Another limitation is the limited generalisability of the results of the sheathless technique series, which was performed by one experienced operator in a tertiary academic institution. We do not have reference outcome measures of the traditional technique in this institution by this operator to compare with our control group, which was performed by multiple operators with varying levels of experience in another tertiary institution, and this may be a confounding factor. Undeniably, operator experience has significant bearings on both procedure time and utilisation of procedural sedation, while institutional differences likely also account for baseline differences such as tumour type, planned hepatectomy extent, procedural sedation protocol, etc. to name just a few.
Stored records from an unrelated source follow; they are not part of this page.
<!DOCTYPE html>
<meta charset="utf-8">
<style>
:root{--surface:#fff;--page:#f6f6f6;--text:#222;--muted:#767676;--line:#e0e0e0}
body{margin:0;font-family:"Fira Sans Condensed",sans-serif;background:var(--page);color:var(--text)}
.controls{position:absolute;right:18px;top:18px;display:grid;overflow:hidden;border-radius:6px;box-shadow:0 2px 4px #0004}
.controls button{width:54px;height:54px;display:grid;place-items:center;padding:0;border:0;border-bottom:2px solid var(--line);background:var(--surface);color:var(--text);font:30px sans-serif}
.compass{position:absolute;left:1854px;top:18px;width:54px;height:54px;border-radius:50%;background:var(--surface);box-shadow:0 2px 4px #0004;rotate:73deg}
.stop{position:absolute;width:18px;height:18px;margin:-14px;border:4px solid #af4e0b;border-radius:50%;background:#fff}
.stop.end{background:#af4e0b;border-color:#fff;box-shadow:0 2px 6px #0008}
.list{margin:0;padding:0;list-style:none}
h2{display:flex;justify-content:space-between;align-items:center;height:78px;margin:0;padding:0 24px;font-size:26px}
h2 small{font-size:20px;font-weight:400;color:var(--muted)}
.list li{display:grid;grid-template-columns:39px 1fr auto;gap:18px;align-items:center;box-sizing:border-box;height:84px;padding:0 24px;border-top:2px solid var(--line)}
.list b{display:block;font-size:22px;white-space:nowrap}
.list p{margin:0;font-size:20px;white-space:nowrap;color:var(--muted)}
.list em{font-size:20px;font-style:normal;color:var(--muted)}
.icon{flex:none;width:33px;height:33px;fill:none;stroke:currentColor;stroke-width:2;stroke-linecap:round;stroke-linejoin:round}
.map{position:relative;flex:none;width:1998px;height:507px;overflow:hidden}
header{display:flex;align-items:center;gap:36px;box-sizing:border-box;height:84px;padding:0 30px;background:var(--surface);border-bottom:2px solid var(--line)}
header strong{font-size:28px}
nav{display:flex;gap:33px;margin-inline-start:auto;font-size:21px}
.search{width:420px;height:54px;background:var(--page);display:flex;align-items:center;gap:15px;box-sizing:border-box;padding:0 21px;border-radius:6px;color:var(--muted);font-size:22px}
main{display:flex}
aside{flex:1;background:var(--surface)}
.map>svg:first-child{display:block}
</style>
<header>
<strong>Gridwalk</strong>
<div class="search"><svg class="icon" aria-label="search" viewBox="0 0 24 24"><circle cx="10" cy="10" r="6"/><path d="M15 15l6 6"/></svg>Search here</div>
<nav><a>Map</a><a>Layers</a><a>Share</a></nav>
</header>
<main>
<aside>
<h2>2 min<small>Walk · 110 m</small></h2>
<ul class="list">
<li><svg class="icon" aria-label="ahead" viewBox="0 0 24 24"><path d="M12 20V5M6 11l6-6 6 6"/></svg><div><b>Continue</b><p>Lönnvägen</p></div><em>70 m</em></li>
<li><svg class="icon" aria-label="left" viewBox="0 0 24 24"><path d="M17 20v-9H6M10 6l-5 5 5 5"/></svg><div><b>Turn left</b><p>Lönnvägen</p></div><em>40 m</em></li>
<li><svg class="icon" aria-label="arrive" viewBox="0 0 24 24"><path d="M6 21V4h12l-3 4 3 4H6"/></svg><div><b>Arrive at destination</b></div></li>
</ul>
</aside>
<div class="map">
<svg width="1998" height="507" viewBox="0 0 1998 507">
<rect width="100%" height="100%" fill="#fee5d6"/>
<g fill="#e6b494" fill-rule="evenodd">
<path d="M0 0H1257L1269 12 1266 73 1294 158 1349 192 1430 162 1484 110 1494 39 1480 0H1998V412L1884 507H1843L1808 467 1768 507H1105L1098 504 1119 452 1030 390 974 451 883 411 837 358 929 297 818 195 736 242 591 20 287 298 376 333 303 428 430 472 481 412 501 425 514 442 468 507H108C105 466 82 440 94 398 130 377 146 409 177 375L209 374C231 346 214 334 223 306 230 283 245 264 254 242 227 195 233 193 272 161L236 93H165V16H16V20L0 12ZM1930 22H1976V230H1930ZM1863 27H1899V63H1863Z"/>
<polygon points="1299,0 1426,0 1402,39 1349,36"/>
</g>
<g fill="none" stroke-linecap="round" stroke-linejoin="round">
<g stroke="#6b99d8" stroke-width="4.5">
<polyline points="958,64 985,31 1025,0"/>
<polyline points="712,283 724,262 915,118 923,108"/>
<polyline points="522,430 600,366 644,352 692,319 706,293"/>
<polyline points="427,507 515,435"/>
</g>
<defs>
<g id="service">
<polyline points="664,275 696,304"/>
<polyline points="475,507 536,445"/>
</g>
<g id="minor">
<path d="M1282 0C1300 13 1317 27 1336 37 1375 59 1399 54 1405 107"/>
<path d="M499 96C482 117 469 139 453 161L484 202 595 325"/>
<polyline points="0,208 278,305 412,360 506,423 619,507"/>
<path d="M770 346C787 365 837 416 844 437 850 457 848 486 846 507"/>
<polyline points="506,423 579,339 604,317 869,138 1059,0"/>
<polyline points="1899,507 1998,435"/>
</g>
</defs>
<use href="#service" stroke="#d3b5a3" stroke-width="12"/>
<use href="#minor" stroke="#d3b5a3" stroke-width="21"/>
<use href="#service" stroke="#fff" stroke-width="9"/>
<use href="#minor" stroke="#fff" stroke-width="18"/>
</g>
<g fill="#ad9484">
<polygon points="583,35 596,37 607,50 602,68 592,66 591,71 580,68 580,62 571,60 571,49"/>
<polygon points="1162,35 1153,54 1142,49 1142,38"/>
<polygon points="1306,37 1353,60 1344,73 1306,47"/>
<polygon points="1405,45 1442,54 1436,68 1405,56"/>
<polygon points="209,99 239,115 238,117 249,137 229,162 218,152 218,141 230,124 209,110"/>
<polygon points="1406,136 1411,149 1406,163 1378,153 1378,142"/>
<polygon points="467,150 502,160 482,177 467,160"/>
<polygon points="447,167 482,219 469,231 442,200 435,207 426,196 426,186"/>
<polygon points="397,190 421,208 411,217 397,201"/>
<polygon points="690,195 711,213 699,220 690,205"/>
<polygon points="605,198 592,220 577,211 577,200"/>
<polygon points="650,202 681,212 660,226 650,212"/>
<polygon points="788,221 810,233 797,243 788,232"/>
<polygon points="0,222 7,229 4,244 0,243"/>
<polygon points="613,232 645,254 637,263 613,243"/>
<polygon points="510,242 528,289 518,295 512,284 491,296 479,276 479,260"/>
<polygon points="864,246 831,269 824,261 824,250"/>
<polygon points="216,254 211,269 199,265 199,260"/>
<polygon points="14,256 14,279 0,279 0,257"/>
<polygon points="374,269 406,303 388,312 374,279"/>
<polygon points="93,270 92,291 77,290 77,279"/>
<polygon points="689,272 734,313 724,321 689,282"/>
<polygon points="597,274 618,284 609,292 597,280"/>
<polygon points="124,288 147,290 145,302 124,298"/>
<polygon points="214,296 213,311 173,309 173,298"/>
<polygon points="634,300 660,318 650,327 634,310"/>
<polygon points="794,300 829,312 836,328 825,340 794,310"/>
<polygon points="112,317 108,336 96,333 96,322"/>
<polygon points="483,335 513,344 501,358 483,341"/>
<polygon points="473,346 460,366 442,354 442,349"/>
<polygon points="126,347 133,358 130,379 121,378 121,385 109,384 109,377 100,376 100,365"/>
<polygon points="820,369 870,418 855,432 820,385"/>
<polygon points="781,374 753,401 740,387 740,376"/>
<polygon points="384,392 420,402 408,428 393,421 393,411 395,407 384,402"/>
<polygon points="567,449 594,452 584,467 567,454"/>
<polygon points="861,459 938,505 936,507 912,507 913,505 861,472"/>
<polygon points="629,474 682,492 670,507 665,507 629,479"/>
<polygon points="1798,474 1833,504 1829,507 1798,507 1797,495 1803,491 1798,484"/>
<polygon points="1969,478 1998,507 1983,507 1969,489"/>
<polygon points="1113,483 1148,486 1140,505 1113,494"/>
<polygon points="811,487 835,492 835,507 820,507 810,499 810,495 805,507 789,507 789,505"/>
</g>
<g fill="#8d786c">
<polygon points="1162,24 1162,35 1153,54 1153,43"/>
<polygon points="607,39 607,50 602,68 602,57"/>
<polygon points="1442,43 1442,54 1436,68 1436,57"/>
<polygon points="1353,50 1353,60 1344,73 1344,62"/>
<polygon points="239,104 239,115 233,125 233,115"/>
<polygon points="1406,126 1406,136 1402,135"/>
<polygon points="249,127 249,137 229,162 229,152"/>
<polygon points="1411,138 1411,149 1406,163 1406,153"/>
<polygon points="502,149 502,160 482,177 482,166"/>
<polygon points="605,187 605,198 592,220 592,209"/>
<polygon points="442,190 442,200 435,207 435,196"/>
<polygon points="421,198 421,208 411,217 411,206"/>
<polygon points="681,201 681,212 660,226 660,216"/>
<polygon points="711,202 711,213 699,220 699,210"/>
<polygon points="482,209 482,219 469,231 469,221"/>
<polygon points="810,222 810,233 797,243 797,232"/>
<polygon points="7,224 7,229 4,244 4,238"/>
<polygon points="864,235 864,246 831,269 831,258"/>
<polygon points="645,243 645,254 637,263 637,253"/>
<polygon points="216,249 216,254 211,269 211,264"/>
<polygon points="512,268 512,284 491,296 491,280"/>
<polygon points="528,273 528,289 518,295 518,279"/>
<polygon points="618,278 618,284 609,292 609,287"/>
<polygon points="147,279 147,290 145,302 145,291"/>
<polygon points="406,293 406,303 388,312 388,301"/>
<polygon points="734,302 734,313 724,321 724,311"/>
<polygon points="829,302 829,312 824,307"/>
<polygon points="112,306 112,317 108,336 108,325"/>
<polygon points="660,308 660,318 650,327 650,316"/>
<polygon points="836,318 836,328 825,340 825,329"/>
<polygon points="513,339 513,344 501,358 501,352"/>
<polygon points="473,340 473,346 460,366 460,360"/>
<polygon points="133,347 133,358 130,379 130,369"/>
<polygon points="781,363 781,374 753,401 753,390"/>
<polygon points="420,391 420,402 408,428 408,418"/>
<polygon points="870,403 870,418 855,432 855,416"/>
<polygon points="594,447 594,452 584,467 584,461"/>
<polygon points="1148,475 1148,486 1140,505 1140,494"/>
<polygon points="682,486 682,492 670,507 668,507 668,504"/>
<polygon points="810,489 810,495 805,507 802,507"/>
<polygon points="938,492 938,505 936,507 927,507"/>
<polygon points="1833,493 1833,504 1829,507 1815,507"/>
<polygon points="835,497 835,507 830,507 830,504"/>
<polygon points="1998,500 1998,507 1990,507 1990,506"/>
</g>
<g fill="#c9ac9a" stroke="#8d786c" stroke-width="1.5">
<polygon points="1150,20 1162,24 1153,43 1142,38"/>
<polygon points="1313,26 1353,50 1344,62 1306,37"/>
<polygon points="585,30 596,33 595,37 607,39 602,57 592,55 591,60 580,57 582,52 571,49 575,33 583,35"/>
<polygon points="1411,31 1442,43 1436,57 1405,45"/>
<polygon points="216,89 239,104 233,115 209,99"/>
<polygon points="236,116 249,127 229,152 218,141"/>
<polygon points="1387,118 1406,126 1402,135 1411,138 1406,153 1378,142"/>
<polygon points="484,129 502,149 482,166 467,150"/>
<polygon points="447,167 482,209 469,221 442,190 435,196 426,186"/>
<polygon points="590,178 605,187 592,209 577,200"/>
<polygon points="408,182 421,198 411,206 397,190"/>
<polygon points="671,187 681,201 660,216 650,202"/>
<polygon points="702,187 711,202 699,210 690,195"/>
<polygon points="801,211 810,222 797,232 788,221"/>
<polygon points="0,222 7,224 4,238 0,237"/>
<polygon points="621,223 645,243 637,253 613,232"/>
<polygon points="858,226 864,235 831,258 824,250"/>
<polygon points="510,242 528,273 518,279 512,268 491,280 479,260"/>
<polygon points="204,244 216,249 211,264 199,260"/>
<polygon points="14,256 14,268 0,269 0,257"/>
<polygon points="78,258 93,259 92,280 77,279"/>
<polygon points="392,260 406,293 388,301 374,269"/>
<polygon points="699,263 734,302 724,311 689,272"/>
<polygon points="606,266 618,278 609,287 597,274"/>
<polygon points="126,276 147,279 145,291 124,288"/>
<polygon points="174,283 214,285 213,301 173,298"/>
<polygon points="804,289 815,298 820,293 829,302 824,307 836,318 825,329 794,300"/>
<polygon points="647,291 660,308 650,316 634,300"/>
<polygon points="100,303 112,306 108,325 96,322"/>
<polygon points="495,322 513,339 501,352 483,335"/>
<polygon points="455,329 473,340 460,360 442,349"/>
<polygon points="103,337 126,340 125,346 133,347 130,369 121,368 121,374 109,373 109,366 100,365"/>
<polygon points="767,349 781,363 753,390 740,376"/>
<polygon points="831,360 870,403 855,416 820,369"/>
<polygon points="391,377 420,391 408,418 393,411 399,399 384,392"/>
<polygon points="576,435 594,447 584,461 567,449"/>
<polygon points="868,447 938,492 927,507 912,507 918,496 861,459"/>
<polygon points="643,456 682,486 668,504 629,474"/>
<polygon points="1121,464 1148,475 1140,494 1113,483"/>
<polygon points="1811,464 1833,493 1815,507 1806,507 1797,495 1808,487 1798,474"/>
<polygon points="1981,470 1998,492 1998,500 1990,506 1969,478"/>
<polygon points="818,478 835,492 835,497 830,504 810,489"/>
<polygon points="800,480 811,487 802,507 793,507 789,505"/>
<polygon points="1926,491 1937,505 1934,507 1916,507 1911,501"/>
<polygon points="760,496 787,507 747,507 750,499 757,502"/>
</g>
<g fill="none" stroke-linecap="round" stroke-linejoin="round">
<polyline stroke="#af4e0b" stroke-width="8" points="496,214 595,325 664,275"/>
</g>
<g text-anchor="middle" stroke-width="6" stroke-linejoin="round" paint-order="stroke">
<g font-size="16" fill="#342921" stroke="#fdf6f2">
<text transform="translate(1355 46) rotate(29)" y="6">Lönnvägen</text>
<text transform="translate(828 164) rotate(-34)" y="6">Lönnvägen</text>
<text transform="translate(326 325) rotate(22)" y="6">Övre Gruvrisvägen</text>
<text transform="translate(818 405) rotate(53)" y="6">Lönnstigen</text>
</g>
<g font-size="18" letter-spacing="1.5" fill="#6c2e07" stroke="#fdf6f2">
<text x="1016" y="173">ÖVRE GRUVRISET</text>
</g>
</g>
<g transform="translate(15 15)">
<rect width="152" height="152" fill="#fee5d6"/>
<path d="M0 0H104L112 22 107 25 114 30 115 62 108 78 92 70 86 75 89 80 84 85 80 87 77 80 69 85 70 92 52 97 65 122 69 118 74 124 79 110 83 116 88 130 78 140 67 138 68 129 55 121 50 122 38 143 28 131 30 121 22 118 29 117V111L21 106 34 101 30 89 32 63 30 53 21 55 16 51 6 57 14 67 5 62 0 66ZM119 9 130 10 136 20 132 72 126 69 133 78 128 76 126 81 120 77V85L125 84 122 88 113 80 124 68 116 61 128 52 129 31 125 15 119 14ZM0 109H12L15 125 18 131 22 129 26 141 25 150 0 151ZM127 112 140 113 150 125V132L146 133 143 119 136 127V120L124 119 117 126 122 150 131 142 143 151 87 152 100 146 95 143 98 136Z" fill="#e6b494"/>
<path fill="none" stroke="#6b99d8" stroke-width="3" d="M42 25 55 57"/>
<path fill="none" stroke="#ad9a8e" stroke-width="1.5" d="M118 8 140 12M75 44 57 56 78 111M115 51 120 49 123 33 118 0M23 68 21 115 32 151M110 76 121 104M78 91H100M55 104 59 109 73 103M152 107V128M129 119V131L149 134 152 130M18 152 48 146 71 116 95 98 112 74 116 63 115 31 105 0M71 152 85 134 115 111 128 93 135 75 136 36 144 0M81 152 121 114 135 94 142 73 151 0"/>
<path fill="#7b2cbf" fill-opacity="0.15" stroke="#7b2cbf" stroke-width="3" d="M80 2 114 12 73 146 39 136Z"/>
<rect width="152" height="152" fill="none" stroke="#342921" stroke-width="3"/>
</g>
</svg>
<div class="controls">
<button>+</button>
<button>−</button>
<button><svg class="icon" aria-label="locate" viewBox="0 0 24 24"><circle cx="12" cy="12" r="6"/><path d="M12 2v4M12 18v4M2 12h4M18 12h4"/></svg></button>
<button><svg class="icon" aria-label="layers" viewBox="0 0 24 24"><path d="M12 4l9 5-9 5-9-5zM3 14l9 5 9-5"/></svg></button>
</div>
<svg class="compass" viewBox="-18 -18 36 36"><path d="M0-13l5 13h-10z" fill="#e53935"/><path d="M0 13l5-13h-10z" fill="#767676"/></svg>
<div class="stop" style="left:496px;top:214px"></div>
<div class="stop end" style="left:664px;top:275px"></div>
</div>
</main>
Due to this study’s retrospective nature, we were unable to standardise or control for these factors. CT volumetry data was also incomplete, as some patients received their CT in outside facilities.

 

In conclusion, the sheathless technique for PVE results in a shorter procedure time and reduced need for sedation compared with the traditional technique, with a comparable degree of FLR hypertrophy and complication rate.